In Dreams Begin Realities: Seeking a Vision for Blogging via the Walden 2.0 / Campsite Seminars
“Digital Natives” my bright white…board. My seniors have no idea about weblogs, connective writing, Technorati, embedding html, tagging, RSS, and so forth. It’s been a struggle teaching them these nuts and bolts, but those mechanical tasks are done. For the record, that was Stage One of my re-tooled attempt to integrate writing instruction via blogging in my high school (as the English department head, I was able to push through a four-year plan in which students would write from grade 9 to 12 on the same blog, and write a sort of biographical reflection their senior year based on the evidence in those blogs).
So to recap:
Stage One: “The Machine”
- Create a blog on our hosted WordPress MU
- Claim it on Technorati
- Claim it on Clustrmaps
- Claim it on Sitemeter
- Install all these in your sidebar
- Install the Oddiophile Technorati Tag Generator in your Firefox bookmarks toolbar, and tag all entries aplit and aplit07
- Choose a theme (I’ve installed over 100 in our server)
- Choose a name, tagline, etc
- Write an “About” page introducing yourself to your readers and telling them what they can expect on your space
- Create a Bloglines account
- Create Bloglines folders for each category of reading you think a “well-rounded, cultured person” should do
- Find at least three blogs in each category that you like, and subscribe to them
- Embed your Bloglines blogroll in your sidebar
They’ve done all that, with a few digitally-challenged exceptions.
Next, I wrote a “Guide to Quality Weblogs” for students to use as a rubric to critique each others’ blogs.
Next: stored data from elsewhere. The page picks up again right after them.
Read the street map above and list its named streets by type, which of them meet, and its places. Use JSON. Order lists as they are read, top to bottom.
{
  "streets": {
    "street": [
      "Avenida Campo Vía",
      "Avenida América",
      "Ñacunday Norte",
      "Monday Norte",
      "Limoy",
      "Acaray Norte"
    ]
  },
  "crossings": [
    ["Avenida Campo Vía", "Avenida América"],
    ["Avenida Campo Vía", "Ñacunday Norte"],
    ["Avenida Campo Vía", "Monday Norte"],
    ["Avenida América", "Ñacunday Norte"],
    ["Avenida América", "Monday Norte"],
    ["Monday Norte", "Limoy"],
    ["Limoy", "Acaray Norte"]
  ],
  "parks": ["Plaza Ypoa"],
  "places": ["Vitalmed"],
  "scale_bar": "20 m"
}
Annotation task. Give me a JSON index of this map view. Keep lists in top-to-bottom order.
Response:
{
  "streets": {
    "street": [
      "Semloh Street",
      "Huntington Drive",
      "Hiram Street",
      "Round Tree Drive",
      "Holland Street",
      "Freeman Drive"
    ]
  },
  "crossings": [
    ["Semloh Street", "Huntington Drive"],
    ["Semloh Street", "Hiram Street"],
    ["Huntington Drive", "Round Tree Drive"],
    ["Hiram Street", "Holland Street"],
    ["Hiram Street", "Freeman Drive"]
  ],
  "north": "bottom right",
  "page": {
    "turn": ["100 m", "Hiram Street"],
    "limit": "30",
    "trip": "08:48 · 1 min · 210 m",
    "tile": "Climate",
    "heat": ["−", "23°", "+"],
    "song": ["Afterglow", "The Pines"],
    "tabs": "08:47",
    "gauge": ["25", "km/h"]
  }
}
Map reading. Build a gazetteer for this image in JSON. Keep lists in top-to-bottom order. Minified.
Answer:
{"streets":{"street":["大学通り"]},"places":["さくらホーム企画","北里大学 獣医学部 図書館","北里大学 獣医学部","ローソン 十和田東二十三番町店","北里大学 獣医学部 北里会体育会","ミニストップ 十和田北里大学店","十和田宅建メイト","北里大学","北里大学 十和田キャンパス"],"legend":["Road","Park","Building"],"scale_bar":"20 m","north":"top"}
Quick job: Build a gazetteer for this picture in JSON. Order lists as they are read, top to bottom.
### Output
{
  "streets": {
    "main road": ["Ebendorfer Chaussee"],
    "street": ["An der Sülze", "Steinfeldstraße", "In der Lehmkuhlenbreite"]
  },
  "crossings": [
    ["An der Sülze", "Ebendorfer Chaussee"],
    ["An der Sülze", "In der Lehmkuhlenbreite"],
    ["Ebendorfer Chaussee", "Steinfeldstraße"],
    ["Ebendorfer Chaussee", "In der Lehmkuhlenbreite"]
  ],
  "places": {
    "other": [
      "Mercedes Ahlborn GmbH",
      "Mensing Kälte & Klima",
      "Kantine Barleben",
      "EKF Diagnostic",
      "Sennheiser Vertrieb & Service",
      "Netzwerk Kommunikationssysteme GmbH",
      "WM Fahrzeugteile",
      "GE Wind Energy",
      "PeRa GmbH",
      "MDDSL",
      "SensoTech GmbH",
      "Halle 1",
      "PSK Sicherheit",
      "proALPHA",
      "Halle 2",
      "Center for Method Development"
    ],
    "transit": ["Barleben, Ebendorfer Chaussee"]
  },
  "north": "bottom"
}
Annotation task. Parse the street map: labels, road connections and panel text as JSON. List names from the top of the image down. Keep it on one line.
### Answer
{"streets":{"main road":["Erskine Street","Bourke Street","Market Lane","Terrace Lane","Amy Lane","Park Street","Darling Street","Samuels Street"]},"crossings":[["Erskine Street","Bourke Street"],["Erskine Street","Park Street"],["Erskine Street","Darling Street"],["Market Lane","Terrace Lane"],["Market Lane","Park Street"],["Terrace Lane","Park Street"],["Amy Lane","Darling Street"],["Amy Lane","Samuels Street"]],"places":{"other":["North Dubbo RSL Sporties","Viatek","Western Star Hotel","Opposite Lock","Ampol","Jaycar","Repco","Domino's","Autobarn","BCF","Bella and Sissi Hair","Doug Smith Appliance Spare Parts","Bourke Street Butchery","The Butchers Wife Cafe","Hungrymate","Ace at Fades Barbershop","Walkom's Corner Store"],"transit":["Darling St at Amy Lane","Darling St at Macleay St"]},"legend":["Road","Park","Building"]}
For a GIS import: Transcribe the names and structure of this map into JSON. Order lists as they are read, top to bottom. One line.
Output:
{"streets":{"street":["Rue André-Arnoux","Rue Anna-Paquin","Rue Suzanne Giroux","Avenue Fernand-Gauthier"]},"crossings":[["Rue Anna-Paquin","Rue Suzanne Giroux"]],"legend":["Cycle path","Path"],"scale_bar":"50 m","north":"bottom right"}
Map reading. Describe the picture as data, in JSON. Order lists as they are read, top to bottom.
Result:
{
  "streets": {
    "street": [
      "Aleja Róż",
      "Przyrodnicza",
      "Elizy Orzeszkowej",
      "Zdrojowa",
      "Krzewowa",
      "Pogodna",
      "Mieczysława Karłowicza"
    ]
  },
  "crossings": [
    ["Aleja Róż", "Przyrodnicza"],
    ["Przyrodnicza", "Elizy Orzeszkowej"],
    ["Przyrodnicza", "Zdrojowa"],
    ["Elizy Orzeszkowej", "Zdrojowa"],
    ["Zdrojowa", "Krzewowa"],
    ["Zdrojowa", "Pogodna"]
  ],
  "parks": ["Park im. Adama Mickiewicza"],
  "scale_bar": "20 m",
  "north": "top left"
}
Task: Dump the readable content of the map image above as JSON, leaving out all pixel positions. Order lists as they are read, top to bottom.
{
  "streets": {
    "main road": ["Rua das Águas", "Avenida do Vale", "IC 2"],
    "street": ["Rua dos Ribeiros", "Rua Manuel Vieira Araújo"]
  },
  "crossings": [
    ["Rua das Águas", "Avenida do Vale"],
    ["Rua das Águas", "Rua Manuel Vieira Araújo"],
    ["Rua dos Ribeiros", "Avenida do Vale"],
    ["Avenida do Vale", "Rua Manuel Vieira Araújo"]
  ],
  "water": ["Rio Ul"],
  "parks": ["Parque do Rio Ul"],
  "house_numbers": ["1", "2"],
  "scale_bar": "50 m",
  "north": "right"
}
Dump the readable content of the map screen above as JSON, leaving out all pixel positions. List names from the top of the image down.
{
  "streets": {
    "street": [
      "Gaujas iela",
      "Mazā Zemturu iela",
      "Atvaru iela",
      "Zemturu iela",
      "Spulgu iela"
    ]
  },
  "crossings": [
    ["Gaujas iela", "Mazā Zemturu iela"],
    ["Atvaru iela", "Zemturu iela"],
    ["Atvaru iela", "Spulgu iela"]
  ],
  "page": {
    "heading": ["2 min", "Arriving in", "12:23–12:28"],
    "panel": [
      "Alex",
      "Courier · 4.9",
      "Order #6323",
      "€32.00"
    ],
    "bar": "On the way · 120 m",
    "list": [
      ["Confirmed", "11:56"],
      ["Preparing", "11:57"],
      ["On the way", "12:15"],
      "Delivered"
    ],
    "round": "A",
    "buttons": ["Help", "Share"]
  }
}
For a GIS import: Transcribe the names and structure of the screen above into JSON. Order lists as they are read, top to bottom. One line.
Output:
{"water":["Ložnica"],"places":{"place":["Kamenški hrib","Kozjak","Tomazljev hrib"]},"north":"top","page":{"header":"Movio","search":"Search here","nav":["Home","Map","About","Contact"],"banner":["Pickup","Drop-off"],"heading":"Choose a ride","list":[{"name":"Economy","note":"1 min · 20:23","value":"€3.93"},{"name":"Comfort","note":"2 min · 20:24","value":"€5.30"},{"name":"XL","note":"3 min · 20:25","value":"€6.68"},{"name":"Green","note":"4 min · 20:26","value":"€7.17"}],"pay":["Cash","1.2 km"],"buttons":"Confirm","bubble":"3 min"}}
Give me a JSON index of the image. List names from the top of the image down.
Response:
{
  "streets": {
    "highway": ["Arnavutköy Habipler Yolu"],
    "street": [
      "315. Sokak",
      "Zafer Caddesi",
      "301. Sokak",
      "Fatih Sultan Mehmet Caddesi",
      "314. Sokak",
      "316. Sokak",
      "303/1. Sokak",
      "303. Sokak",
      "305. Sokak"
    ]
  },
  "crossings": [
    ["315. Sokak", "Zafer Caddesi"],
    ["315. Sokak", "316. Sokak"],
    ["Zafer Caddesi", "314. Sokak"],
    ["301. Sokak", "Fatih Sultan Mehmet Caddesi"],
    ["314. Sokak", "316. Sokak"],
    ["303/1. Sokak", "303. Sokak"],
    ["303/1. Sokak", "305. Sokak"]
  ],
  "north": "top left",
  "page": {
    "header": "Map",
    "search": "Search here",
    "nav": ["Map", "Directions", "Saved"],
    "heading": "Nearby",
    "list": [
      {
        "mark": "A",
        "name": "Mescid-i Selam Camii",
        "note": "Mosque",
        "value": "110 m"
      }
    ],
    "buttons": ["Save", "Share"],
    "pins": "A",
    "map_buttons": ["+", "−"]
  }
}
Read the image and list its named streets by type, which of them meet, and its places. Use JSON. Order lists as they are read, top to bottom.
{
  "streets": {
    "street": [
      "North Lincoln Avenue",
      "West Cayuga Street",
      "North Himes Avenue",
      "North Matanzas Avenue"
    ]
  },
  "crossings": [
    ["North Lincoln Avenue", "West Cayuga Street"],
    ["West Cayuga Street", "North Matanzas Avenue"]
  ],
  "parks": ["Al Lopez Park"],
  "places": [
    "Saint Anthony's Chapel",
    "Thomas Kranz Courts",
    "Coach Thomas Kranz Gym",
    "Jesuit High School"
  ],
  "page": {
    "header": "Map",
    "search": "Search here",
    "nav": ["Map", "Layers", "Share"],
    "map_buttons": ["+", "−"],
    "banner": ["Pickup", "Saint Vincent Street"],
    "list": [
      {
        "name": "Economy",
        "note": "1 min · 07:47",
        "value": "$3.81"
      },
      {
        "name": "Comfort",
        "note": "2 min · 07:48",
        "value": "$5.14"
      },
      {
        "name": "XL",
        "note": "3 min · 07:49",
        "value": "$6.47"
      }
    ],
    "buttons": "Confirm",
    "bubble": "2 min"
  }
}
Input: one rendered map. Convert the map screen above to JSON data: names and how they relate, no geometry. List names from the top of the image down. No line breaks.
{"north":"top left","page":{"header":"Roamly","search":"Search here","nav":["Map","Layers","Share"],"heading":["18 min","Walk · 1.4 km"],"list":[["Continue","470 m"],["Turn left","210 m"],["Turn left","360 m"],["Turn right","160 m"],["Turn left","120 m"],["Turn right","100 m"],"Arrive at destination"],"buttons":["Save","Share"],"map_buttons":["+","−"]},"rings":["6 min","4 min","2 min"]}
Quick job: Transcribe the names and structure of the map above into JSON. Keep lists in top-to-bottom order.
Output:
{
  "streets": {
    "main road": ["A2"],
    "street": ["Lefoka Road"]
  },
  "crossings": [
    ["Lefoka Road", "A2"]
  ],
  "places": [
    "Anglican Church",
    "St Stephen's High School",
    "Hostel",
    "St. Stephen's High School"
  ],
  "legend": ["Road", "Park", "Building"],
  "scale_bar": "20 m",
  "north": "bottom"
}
It addresed every trait I could think of that goes into a quality blog, from theme design to post design, from content on the levels of the whole blog to content of individual posts, from connectivism via links to conversationalism via invitational conclusions in posts, prompt responses to comments, and more. I assigned each student to critique three other students’ blogs using this rubric, and leave their critiques not in the comments - who wants a comment for all to see that says “Your theme is boring and so are your ideas”? - but as Diigo annotations that only members of our class Diigo group can see.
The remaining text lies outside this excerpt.